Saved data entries
=====
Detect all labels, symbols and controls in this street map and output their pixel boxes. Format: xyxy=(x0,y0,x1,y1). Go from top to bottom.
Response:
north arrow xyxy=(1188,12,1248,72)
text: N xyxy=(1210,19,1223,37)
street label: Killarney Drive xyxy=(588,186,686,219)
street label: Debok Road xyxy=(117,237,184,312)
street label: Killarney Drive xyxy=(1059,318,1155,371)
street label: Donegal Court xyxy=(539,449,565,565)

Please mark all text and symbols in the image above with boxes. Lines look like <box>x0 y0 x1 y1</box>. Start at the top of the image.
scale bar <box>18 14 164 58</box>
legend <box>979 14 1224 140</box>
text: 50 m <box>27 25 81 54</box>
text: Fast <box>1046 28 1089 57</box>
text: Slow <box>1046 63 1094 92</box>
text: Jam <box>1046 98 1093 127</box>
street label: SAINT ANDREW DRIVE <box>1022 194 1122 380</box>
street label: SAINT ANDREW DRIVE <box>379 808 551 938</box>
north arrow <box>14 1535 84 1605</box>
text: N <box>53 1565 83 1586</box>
=====
Repeat every line of the data verbatim.

Reply:
Detect all labels, symbols and controls in this street map and output their pixel boxes. Format: xyxy=(x0,y0,x1,y1). Go from top to bottom.
Response:
north arrow xyxy=(1188,12,1248,72)
text: N xyxy=(1210,19,1223,37)
street label: Killarney Drive xyxy=(588,186,686,219)
street label: Debok Road xyxy=(117,237,184,312)
street label: Killarney Drive xyxy=(1059,318,1155,371)
street label: Donegal Court xyxy=(539,449,565,565)

Please mark all text and symbols in the image above with boxes. Lines look like <box>x0 y0 x1 y1</box>. Start at the top of the image.
scale bar <box>18 14 164 58</box>
legend <box>979 14 1224 140</box>
text: 50 m <box>27 25 81 54</box>
text: Fast <box>1046 28 1089 57</box>
text: Slow <box>1046 63 1094 92</box>
text: Jam <box>1046 98 1093 127</box>
street label: SAINT ANDREW DRIVE <box>1022 194 1122 380</box>
street label: SAINT ANDREW DRIVE <box>379 808 551 938</box>
north arrow <box>14 1535 84 1605</box>
text: N <box>53 1565 83 1586</box>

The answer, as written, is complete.